# Advanced Unity Catalog Data Governance & Security Lab

**Scenario:**  
You’re building a production-grade, multi-environment analytics platform for a financial services organization with strict security, audit, and data sharing needs.

**Key Focus:**
- Environment isolation
- Cross-catalog sharing
- Fine-grained and dynamic access (row/column masking)
- Automated retention
- Auditing access
- External data integration
- Marketplace and lineage
---

## 1. Multi-Environment Catalog Structure

Establish dev/test/prod catalogs for isolation.

**Exam Tip:**  
Know why isolation by catalog matters for compliance and devops.

In [0]:
for env in ['dev', 'test', 'prod']:
    spark.sql(f"""
    CREATE CATALOG IF NOT EXISTS fin_{env}
    MANAGED LOCATION 'abfss://data@deassociateadls.dfs.core.windows.net/newcatalog/{env}/finance'
    COMMENT 'Financial {env} environment';
    """)

In [0]:
for env in ['dev', 'test', 'prod']:
    spark.sql(f"""
    CREATE SCHEMA IF NOT EXISTS fin_{env}.trans COMMENT 'Transactional data'
    """)
    spark.sql(f"""
    CREATE SCHEMA IF NOT EXISTS fin_{env}.pii COMMENT 'PII data'
    """)

## 2. Simulate Sensitive Table Creation & Ingestion

Create and ingest PII and non-PII tables.

In [0]:
# PII Table
spark.sql('''
CREATE TABLE IF NOT EXISTS fin_prod.pii.customers (
    customer_id STRING,
    customer_name STRING,
    ssn STRING,
    email STRING
) USING DELTA
''')

In [0]:
# Non-PII Table
spark.sql('''
CREATE TABLE IF NOT EXISTS fin_prod.trans.transactions (
    transaction_id STRING,
    customer_id STRING,
    amount DOUBLE,
    timestamp TIMESTAMP
) USING DELTA
''')

## 3. Column Masking for PII Data

Mask SSN for users not in the `pii_admins` group.
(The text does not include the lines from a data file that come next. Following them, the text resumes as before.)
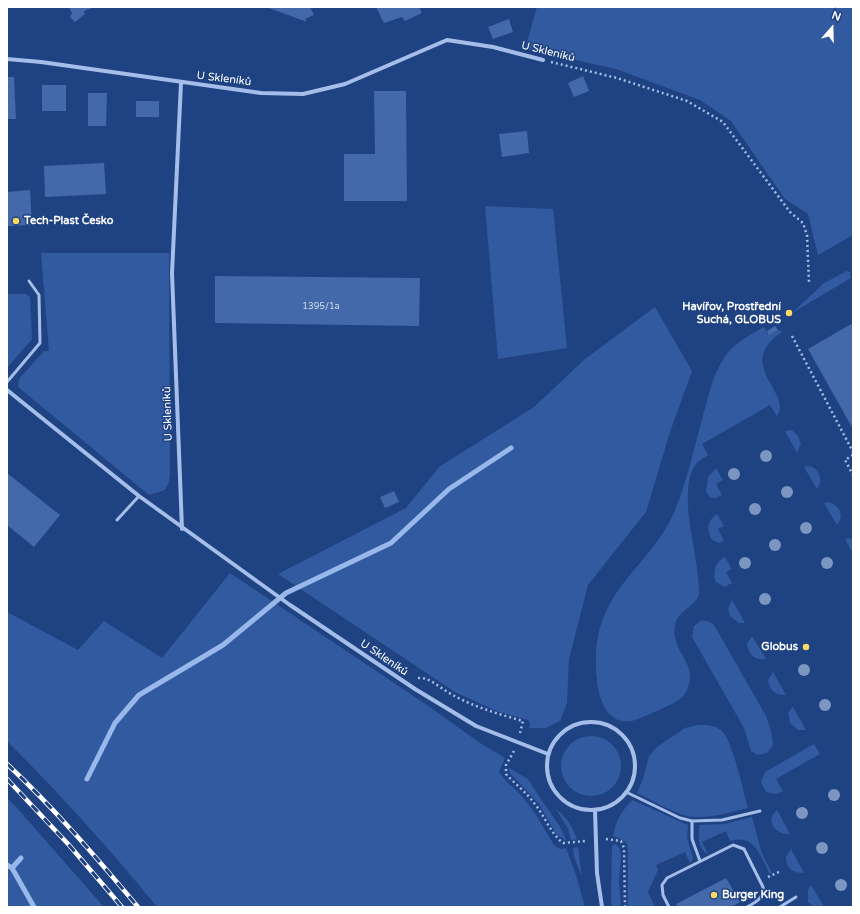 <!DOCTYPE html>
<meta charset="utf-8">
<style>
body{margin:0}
#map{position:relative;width:860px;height:914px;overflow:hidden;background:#1f4282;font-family:"Varela Round",sans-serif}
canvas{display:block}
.frame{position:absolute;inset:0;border:8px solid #fff;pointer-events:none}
.north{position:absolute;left:812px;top:8px;width:40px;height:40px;-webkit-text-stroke:3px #1f4282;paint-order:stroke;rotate:20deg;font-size:11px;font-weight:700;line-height:16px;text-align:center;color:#fff}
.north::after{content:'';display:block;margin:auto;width:14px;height:18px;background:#fff;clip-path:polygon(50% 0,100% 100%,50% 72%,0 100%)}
</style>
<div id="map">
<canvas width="860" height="914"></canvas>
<div class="frame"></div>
<div class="north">N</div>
</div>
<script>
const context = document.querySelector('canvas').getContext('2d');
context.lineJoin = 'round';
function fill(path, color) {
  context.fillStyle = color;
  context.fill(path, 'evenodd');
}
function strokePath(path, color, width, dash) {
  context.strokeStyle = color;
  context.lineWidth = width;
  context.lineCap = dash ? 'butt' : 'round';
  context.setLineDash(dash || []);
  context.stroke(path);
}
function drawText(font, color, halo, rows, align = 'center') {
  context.font = font + ' "Varela Round",sans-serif';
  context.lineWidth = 3;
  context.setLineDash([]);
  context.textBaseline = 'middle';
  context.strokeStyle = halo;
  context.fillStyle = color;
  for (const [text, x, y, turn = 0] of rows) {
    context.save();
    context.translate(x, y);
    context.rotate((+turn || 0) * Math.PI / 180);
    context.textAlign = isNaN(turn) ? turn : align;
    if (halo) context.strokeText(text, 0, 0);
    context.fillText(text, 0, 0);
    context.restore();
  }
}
fill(new Path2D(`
 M537 7H853V235L818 255 808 214 785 199 731 121 700 100 616 69 525 49Z
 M485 206 553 209 567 348 498 359Z
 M41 253H169L170 472 169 482 165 490 149 495 18 387 19 379 44 351H49Z
 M847 271 850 272 851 278 792 313 824 283Z
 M7 294H26L30 297 32 339 7 368Z
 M655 307 692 371 670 432 646 512 588 585 569 659 567 703 560 721 546 728H529L530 723 528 720 499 712 455 692 278 574 406 508 439 467 534 407 585 359Z
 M764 327 769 336 779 330 782 332C733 364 794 394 777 416L770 405 702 444 708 455C703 458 698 461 694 467 677 497 700 559 699 594 695 608 677 610 675 626 670 652 701 664 686 692 681 702 666 706 657 711 648 714 639 720 630 721 598 725 595 676 596 655 600 587 645 571 672 517 687 484 694 447 704 412 709 394 713 374 724 358 733 343 749 336 764 327Z
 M792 430 798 436 801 443 797 453 785 431Z
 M807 466C819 467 824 479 817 489L804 467Z
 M716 468 723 480 716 484 722 495 715 498H711L706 492 708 477Z
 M829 502C840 506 845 515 837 525L824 503Z
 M717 514 724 526 718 529 724 541 719 543 712 540C706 529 707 521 717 514Z
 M847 538 853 539V554L845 539Z
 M725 557 732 569 726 572 732 583 724 587 715 581C713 569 715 563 725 557Z
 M230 573 427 705 480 743 505 758 499 772 506 781 521 795 533 810 554 845 560 849 566 848 576 875 585 907H157C110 849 60 794 7 741V612L78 650 104 621 162 658Z
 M732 600 745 623H739L730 616 728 608Z
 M702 620 710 622 714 625 766 716 771 731 773 745 767 753 758 755 751 751 744 728 692 637 694 626Z
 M752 636 766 659C755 661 748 654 747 644Z
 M773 672 786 695C776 696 769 690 768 680Z
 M793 707 806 730H798L790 723 788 713Z
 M698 725C707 725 715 725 722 731 733 742 743 791 748 808 731 812 712 818 694 817 677 816 652 800 637 793L643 779 649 756 657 747 685 728Z
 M561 766a30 30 0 1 1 60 0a30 30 0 1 1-60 0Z
 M814 744 820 754 776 779 783 791 777 794 766 792 761 782 765 772Z
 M509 768 528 779 540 798 559 825 567 841 557 835 539 804 509 772Z
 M7 798 17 808 104 907H7Z
 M632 800 688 825 687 838 693 858 692 861 690 863 685 852 656 865 658 870 648 892 655 907H628V905C627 896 629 848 627 844 624 839 618 838 613 836 616 820 621 812 632 800Z
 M556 809C567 818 572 826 577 839L571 840 568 829Z
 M777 810 790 834C776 835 764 821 777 810Z
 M752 817 762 854 772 873 770 874C764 864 757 841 743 840 739 839 734 840 730 841L726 831 702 842 708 854C697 849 699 836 699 825L724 824Z
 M616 844 620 849 621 856 619 881 621 907H612L611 900 612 845Z
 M578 847 582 877 574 857 573 848Z
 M791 849 804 873C793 873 786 869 786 857Z
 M811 885 824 907H814L808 902V890Z`), '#325aa1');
strokePath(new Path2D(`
 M87 779 115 723 139 695 223 645 286 593 391 543 449 489 511 448
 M7 865 12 868 34 907
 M12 868 21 858`), '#98b8eb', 5);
fill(new Path2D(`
 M69 7H95L84 11 85 14 75 22 70 17 72 13Z
 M271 7H310L314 15 305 19 307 22 269 8Z
 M376 7H419L422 13 405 21 402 17 384 23Z
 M509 19 513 32 493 39 488 27Z
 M583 76 589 91 574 97 568 83Z
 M7 77H14L16 119H7Z
 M42 85H66V111H42Z
 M374 91H406L407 201H344V154H375Z
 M88 93H107L106 126H88Z
 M136 101H159V117H136Z
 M527 131 529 153 502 157 499 134Z
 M104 163 106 194 45 197 44 166Z
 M30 190 32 225 7 226V192Z
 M215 276 420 278 419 326 215 323Z
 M853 323V429L808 349Z
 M775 326 778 330 769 336 767 331Z
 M7 473 60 515 34 547 7 525Z
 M394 491 399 502 385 508 380 497Z
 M726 878 740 902 731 907H678L676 904Z`), '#4369aa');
strokePath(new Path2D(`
 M551 62 617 78 687 101 723 122 790 212 803 223 807 235 809 282
 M792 336 853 452
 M853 455 845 460 853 475
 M418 678C428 677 435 684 443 689 467 705 495 713 523 721L520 733
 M514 751 506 765V774C515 784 526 792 534 803 545 816 550 833 563 843L586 841
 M606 839 621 841 624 848 625 907
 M768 877 781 871`), '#a5bee9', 2.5, [2, 3]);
strokePath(new Path2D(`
 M7 382 40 343 39 295 29 281
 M117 520 139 496
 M626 792 680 818 692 821
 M700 861 692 839V821L722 820 760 811
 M669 907 663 895 662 885 667 878 733 845 744 849 763 887C764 898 756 902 747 907
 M780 907 796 897`), '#a5bee9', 3);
strokePath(new Path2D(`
 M7 59 41 62 261 93 303 94 345 84 447 40 493 47 543 60
 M181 83 172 273 182 529
 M7 390 139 496 290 605 415 689 476 726 548 754
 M547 766a44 44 0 1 1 88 0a44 44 0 1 1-88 0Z
 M595 810 597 873 602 907`), '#a5bee9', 4);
const rail = new Path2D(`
 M7 764C54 808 96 857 138 907
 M7 779 69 845 122 907`);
strokePath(rail, '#fff', 4.5);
strokePath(rail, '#1f4282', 3, [9]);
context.fillStyle = '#7c96c2';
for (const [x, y] of [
 [766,456],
 [734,474],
 [787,492],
 [755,509],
 [806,528],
 [775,545],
 [745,563],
 [827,563],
 [765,599],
 [804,670],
 [825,705],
 [834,795],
 [802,813],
 [822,848],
 [841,885]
]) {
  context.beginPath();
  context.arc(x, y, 6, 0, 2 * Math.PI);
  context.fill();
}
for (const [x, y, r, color] of [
 [16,221,4,"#f8d964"],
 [789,313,4,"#f8d964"],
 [806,647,4,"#f8d964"],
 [714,895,4,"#f8d964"]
]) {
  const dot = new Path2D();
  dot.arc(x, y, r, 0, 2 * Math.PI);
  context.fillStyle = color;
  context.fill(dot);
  strokePath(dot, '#1f4282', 1.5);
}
drawText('9px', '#d0daea', null, [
 ["1395/1a",321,307]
]);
drawText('11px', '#fff', '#1f4282', [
 ["U Skleníků",548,52,14],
 ["U Skleníků",224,79,7],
 ["U Skleníků",168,414,-92],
 ["U Skleníků",384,658,34]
]);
drawText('bold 11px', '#fff', '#1f4282', [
 ["Tech-Plast Česko",24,221],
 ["Havířov, Prostřední",781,307,"right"],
 ["Suchá, GLOBUS",781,320,"right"],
 ["Globus",798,647,"right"],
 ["Burger King",722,895]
], 'left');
</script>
**Advanced Exam Concept:**  
Dynamic views for column masking.

In [0]:
spark.sql('''
CREATE OR REPLACE VIEW fin_prod.pii.customers_masked AS
SELECT
  customer_id,
  customer_name,
  CASE WHEN is_member('pii_admins') THEN ssn ELSE 'XXX-XX-XXXX' END as ssn,
  email
FROM fin_prod.pii.customers
''')

In [0]:
spark.sql('GRANT SELECT ON VIEW fin_prod.pii.customers_masked TO `analysts`')

## 4. Row-Level Security Based on Department/Region

Only allow users to see transactions from their own branch/region using a mapping table and the `current_user()` function.

In [0]:
# Assume a mapping table exists: fin_prod.pii.customer (customer_id)
# Simulate: Create a dynamic view that filters transactions by customer_id

# Check if the table exists
spark.sql("SHOW TABLES IN fin_prod.pii").show()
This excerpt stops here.